| The task |
Whenever a line of the entries below holds the string "margin", copy that line and return it.

| Data records |
===============
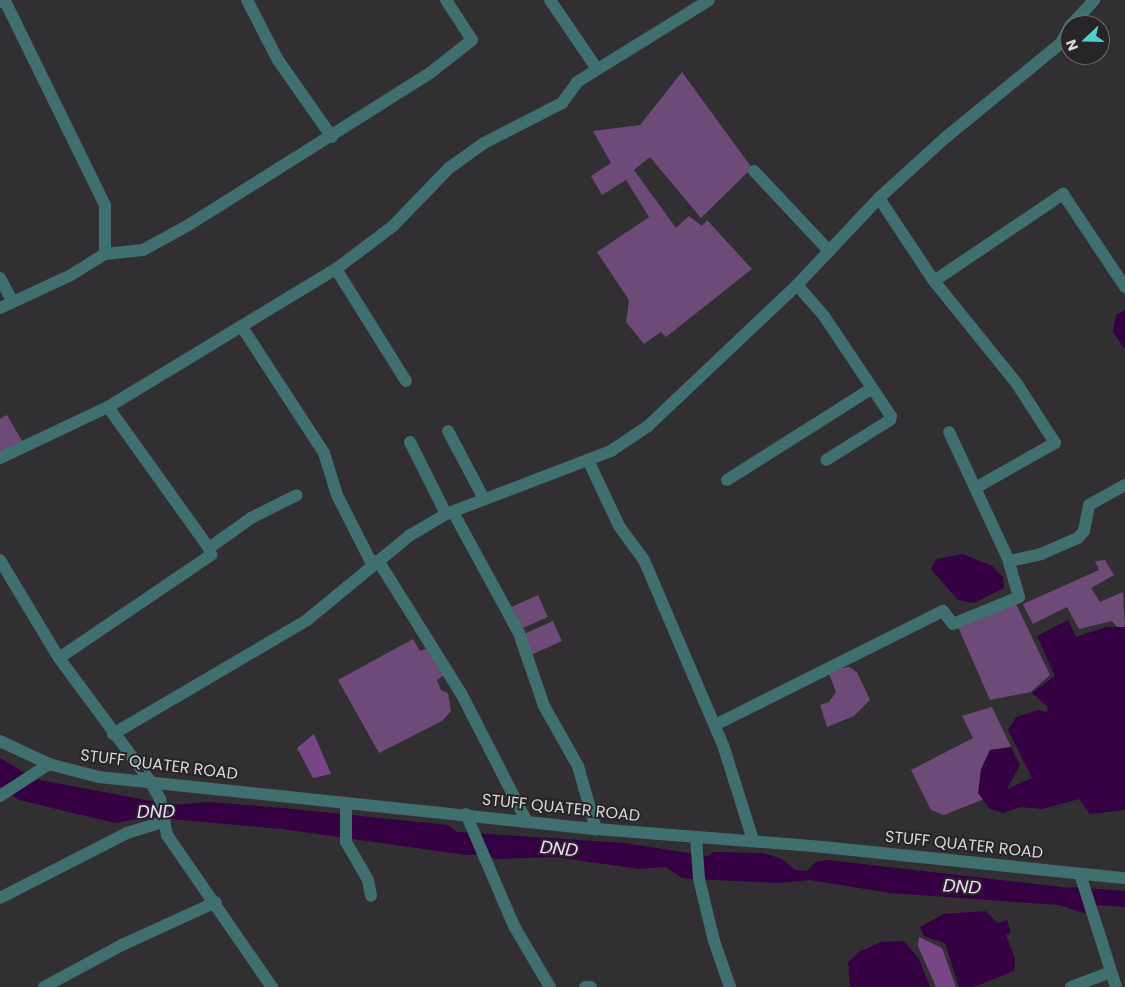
<!DOCTYPE html>
<style>
body{margin:0}
#map{position:relative;width:1125px;height:987px;overflow:hidden;background:#312f32;font-family:Poppins,sans-serif}
div>[style]{position:absolute}
[style*='--x']{left:calc(var(--x)*1px);top:calc(var(--y)*1px);width:calc(var(--w)*1px);rotate:calc(var(--a)*1deg)}
.green>*{inset:0;background:#6d4a78;transform-origin:0 0}
.forest>*{inset:0;background:#784587}
.water>*{inset:0;background:#350142}
.canal>*{height:16px;margin:-8px;padding:0 8px;transform-origin:8px;border-radius:8px;background:#350142}
.minor>*{height:12px;margin:-6px;padding:0 6px;transform-origin:6px;border-radius:6px;background:#3f6f6e}
span{translate:-50% -50%;white-space:nowrap;text-align:center;line-height:1.15;-webkit-text-stroke:4px #272528;paint-order:stroke}
.street-label{font-size:16px;color:#d7d6d7}
.water-label{font-size:18px;color:#f4d7fd;font-style:italic}
.north{position:absolute;left:1060px;top:15px;width:50px;height:50px;box-sizing:border-box;background:#272528;border:1px solid #6d6c6e;border-radius:50%;rotate:249deg;font-size:14px;font-weight:700;line-height:20px;text-align:center;color:#d7d6d7}
.north::after{content:'';display:block;margin:auto;width:18px;height:22px;background:#53cdcb;clip-path:polygon(50% 0,100% 100%,50% 72%,0 100%)}
</style>
<div id="map">
<div class="green">
<i style="clip-path:polygon(682px 72px,752px 168px,701px 218px,650px 157px,634px 170px,676px 228px,689px 216px,702px 226px,707px 220px,752px 269px,666px 337px,661px 332px,644px 344px,626px 322px,629px 300px,597px 252px,649px 217px,626px 180px,602px 195px,591px 176px,611px 163px,593px 131px,640px 125px)"></i>
<i style="clip-path:polygon(7px 415px,22px 441px,0 454px,0 419px)"></i>
<i style="clip-path:polygon(1105px 560px,1114px 575px,1091px 588px,1100px 602px,1123px 592px,1125px 627px,1117px 627px,1112px 621px,1079px 629px,1067px 607px,1033px 624px,1023px 604px,1099px 570px,1095px 561px)"></i>
<i style="left:538px;top:595px;width:24px;height:30px;rotate:66deg"></i>
<i style="clip-path:polygon(1016px 604px,1050px 675px,1031px 692px,990px 700px,958px 627px)"></i>
<i style="left:553px;top:621px;width:22px;height:33px;rotate:66deg"></i>
<i style="clip-path:polygon(413px 639px,420px 651px,428px 648px,446px 673px,437px 680px,441px 690px,448px 693px,451px 711px,442px 721px,379px 753px,338px 680px)"></i>
<i style="clip-path:polygon(849px 667px,857px 672px,870px 700px,854px 716px,827px 727px,820px 705px,829px 702px,836px 692px,828px 671px)"></i>
<i style="clip-path:polygon(992px 707px,1011px 747px,990px 750px,984px 799px,944px 815px,931px 810px,911px 770px,973px 738px,962px 716px)"></i>
</div>
<div class="forest">
<i style="clip-path:polygon(314px 734px,331px 774px,313px 778px,297px 748px)"></i>
<i style="clip-path:polygon(919px 937px,942px 948px,956px 987px,936px 987px,918px 946px)"></i>
</div>
<div class="water">
<i style="clip-path:polygon(1125px 310px,1125px 349px,1113px 332px,1116px 315px)"></i>
<i style="clip-path:polygon(963px 554px,992px 566px,1003px 577px,1004px 588px,974px 603px,958px 600px,931px 569px,936px 559px)"></i>
<i style="clip-path:polygon(1068px 620px,1076px 637px,1106px 627px,1125px 627px,1125px 810px,1090px 814px,1079px 799px,1042px 809px,1020px 807px,1003px 813px,990px 809px,978px 793px,981px 769px,990px 750px,1011px 747px,1020px 765px,1007px 789px,1032px 778px,1008px 730px,1016px 717px,1038px 710px,1047px 712px,1048px 707px,1032px 693px,1055px 676px,1037px 636px)"></i>
<i style="clip-path:polygon(0 758px,35px 779px,172px 805px,208px 802px,283px 808px,448px 825px,457px 832px,624px 843px,708px 856px,714px 852px,763px 853px,782px 859px,795px 870px,807px 871px,815px 862px,828px 860px,1079px 889px,1086px 914px,1059px 905px,890px 893px,810px 880px,778px 883px,692px 879px,682px 878px,666px 867px,639px 869px,555px 857px,495px 859px,487px 854px,466px 855px,282px 829px,150px 817px,115px 823px,19px 800px,0 787px)"></i>
<i style="clip-path:polygon(985px 911px,998px 923px,1007px 920px,1011px 933px,1006px 935px,1015px 959px,1014px 971px,974px 987px,959px 987px,945px 943px,924px 936px,920px 927px,943px 914px)"></i>
<i style="clip-path:polygon(904px 941px,919px 959px,930px 987px,850px 987px,848px 962px,859px 952px,881px 942px)"></i>
</div>
<div class="canal">
<i style="--x:1072;--y:895;--w:53;--a:4.3"></i>
</div>
<div class="minor">
<i style="--x:247;--y:0;--w:68;--a:62.7"></i>
<i style="--x:278;--y:60;--w:94;--a:55"></i>
<i style="--x:550;--y:0;--w:83;--a:55.7"></i>
<i style="--x:0;--y:2;--w:5;--a:-11"></i>
<i style="--x:5;--y:1;--w:227;--a:63.9"></i>
<i style="--x:105;--y:205;--w:49;--a:90"></i>
<i style="--x:1071;--y:25;--w:34;--a:-47"></i>
<i style="--x:754;--y:171;--w:110;--a:46.8"></i>
<i style="--x:879;--y:198;--w:100;--a:56.5"></i>
<i style="--x:934;--y:281;--w:156;--a:-34"></i>
<i style="--x:1063;--y:194;--w:112;--a:56.3"></i>
<i style="--x:336;--y:269;--w:132;--a:58"></i>
<i style="--x:0;--y:278;--w:27;--a:62"></i>
<i style="--x:934;--y:281;--w:132;--a:51.1"></i>
<i style="--x:1017;--y:384;--w:70;--a:57.2"></i>
<i style="--x:1055;--y:443;--w:90;--a:150.6"></i>
<i style="--x:797;--y:285;--w:41;--a:48.9"></i>
<i style="--x:824;--y:316;--w:120;--a:56.2"></i>
<i style="--x:891;--y:416;--w:4;--a:104"></i>
<i style="--x:890;--y:420;--w:75;--a:148"></i>
<i style="--x:0;--y:308;--w:78;--a:-24.9"></i>
<i style="--x:71;--y:275;--w:40;--a:-32"></i>
<i style="--x:105;--y:254;--w:38;--a:-6"></i>
<i style="--x:143;--y:250;--w:50;--a:-28.6"></i>
<i style="--x:187;--y:226;--w:287;--a:-32.2"></i>
<i style="--x:430;--y:73;--w:53;--a:-38.2"></i>
<i style="--x:472;--y:40;--w:48;--a:-123"></i>
<i style="--x:242;--y:327;--w:150;--a:56.9"></i>
<i style="--x:324;--y:453;--w:44;--a:72.8"></i>
<i style="--x:337;--y:495;--w:73;--a:63.1"></i>
<i style="--x:370;--y:560;--w:9;--a:13"></i>
<i style="--x:379;--y:562;--w:155;--a:58"></i>
<i style="--x:461;--y:693;--w:143;--a:62.9"></i>
<i style="--x:108;--y:407;--w:173;--a:54.4"></i>
<i style="--x:448;--y:431;--w:77;--a:62.1"></i>
<i style="--x:410;--y:442;--w:80;--a:63.4"></i>
<i style="--x:0;--y:458;--w:119;--a:-25.3"></i>
<i style="--x:108;--y:407;--w:267;--a:-31.2"></i>
<i style="--x:336;--y:269;--w:71;--a:-37"></i>
<i style="--x:393;--y:226;--w:81;--a:-46"></i>
<i style="--x:449;--y:168;--w:43;--a:-35.5"></i>
<i style="--x:484;--y:143;--w:88;--a:-27.1"></i>
<i style="--x:562;--y:103;--w:26;--a:-54"></i>
<i style="--x:577;--y:82;--w:155;--a:-31.8"></i>
<i style="--x:588;--y:460;--w:73;--a:64.8"></i>
<i style="--x:619;--y:526;--w:42;--a:53.7"></i>
<i style="--x:644;--y:560;--w:204;--a:66.9"></i>
<i style="--x:724;--y:748;--w:96;--a:72.5"></i>
<i style="--x:727;--y:480;--w:170;--a:-32.3"></i>
<i style="--x:453;--y:512;--w:138;--a:61.4"></i>
<i style="--x:519;--y:633;--w:77;--a:71.1"></i>
<i style="--x:544;--y:706;--w:69;--a:60.5"></i>
<i style="--x:578;--y:766;--w:66;--a:74.1"></i>
<i style="--x:0;--y:560;--w:114;--a:59"></i>
<i style="--x:59;--y:658;--w:153;--a:53.5"></i>
<i style="--x:150;--y:781;--w:21;--a:61"></i>
<i style="--x:160;--y:799;--w:37;--a:79"></i>
<i style="--x:167;--y:835;--w:185;--a:55.4"></i>
<i style="--x:1009;--y:561;--w:33;--a:-12"></i>
<i style="--x:1041;--y:554;--w:40;--a:-23.4"></i>
<i style="--x:1078;--y:538;--w:9;--a:-49"></i>
<i style="--x:1084;--y:531;--w:26;--a:-79"></i>
<i style="--x:1089;--y:505;--w:41;--a:-29.1"></i>
<i style="--x:59;--y:658;--w:184;--a:-34.1"></i>
<i style="--x:211;--y:555;--w:7;--a:-106"></i>
<i style="--x:209;--y:548;--w:52;--a:-35.5"></i>
<i style="--x:251;--y:518;--w:51;--a:-26.6"></i>
<i style="--x:715;--y:725;--w:255;--a:-26.6"></i>
<i style="--x:943;--y:611;--w:16;--a:52"></i>
<i style="--x:953;--y:624;--w:71;--a:-22.2"></i>
<i style="--x:1019;--y:597;--w:37;--a:-106"></i>
<i style="--x:1009;--y:561;--w:142;--a:-114.9"></i>
<i style="--x:113;--y:734;--w:225;--a:-30.4"></i>
<i style="--x:307;--y:620;--w:132;--a:-39.5"></i>
<i style="--x:409;--y:536;--w:43;--a:-30.7"></i>
<i style="--x:446;--y:514;--w:177;--a:-20.9"></i>
<i style="--x:611;--y:451;--w:45;--a:-34"></i>
<i style="--x:648;--y:426;--w:205;--a:-43.4"></i>
<i style="--x:797;--y:285;--w:120;--a:-46.7"></i>
<i style="--x:879;--y:198;--w:89;--a:-42.3"></i>
<i style="--x:945;--y:138;--w:150;--a:-39.3"></i>
<i style="--x:1061;--y:43;--w:19;--a:-62"></i>
<i style="--x:0;--y:741;--w:54;--a:25.1"></i>
<i style="--x:49;--y:764;--w:52;--a:14.6"></i>
<i style="--x:99;--y:777;--w:500;--a:6"></i>
<i style="--x:596;--y:829;--w:228;--a:4.5"></i>
<i style="--x:823;--y:847;--w:304;--a:5.9"></i>
<i style="--x:0;--y:796;--w:59;--a:-33.1"></i>
<i style="--x:346;--y:803;--w:39;--a:90"></i>
<i style="--x:346;--y:842;--w:44;--a:59.9"></i>
<i style="--x:368;--y:880;--w:16;--a:79"></i>
<i style="--x:466;--y:814;--w:122;--a:66.8"></i>
<i style="--x:514;--y:926;--w:71;--a:59.5"></i>
<i style="--x:696;--y:838;--w:41;--a:85.8"></i>
<i style="--x:699;--y:879;--w:64;--a:76.4"></i>
<i style="--x:714;--y:941;--w:49;--a:70.8"></i>
<i style="--x:1080;--y:874;--w:119;--a:72.3"></i>
<i style="--x:0;--y:898;--w:143;--a:-27.1"></i>
<i style="--x:127;--y:833;--w:39;--a:-17"></i>
<i style="--x:44;--y:987;--w:89;--a:-28.3"></i>
<i style="--x:122;--y:945;--w:103;--a:-24.6"></i>
<i style="--x:585;--y:987;--w:6;--a:0"></i>
<i style="--x:1071;--y:987;--w:43;--a:-20.6"></i>
</div>
<div class="street-label">
<span style="left:159px;top:765px;rotate:7deg">STUFF QUATER ROAD</span>
<span style="left:561px;top:808px;rotate:6deg">STUFF QUATER ROAD</span>
<span style="left:964px;top:845px;rotate:6deg">STUFF QUATER ROAD</span>
</div>
<div class="water-label">
<span style="left:156px;top:812px;rotate:-1deg">DND</span>
<span style="left:559px;top:849px;rotate:6deg">DND</span>
<span style="left:962px;top:887px;rotate:4deg">DND</span>
</div>
<div class="north">N</div>
</div>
===============
| Response box |
body{margin:0}
.canal>*{height:16px;margin:-8px;padding:0 8px;transform-origin:8px;border-radius:8px;background:#350142}
.minor>*{height:12px;margin:-6px;padding:0 6px;transform-origin:6px;border-radius:6px;background:#3f6f6e}
.north::after{content:'';display:block;margin:auto;width:18px;height:22px;background:#53cdcb;clip-path:polygon(50% 0,100% 100%,50% 72%,0 100%)}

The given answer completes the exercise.